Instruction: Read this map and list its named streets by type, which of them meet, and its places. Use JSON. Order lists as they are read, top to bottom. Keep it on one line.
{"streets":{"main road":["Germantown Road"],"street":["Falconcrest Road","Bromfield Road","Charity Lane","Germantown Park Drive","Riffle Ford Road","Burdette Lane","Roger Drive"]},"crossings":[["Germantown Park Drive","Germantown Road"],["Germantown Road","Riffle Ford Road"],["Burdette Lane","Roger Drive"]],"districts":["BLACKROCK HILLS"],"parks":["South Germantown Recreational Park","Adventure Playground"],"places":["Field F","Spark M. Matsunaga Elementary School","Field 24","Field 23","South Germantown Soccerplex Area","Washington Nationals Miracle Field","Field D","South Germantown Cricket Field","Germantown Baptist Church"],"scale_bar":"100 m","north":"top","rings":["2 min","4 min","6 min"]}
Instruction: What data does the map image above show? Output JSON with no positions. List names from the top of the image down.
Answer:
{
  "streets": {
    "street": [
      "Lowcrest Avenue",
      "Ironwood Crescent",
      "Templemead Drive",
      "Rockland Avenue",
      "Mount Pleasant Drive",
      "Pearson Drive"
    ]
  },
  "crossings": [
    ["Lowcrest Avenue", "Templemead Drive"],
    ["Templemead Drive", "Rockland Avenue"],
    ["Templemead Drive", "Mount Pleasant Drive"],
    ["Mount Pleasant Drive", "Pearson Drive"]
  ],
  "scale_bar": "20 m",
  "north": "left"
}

----

* [Task item] An exact transcription of all the entries is needed.

* [Answer]
Instruction: Read this map and list its named streets by type, which of them meet, and its places. Use JSON. Order lists as they are read, top to bottom. Keep it on one line.
{"streets":{"main road":["Germantown Road"],"street":["Falconcrest Road","Bromfield Road","Charity Lane","Germantown Park Drive","Riffle Ford Road","Burdette Lane","Roger Drive"]},"crossings":[["Germantown Park Drive","Germantown Road"],["Germantown Road","Riffle Ford Road"],["Burdette Lane","Roger Drive"]],"districts":["BLACKROCK HILLS"],"parks":["South Germantown Recreational Park","Adventure Playground"],"places":["Field F","Spark M. Matsunaga Elementary School","Field 24","Field 23","South Germantown Soccerplex Area","Washington Nationals Miracle Field","Field D","South Germantown Cricket Field","Germantown Baptist Church"],"scale_bar":"100 m","north":"top","rings":["2 min","4 min","6 min"]}
Instruction: What data does the map image above show? Output JSON with no positions. List names from the top of the image down.
Answer:
{
  "streets": {
    "street": [
      "Lowcrest Avenue",
      "Ironwood Crescent",
      "Templemead Drive",
      "Rockland Avenue",
      "Mount Pleasant Drive",
      "Pearson Drive"
    ]
  },
  "crossings": [
    ["Lowcrest Avenue", "Templemead Drive"],
    ["Templemead Drive", "Rockland Avenue"],
    ["Templemead Drive", "Mount Pleasant Drive"],
    ["Mount Pleasant Drive", "Pearson Drive"]
  ],
  "scale_bar": "20 m",
  "north": "left"
}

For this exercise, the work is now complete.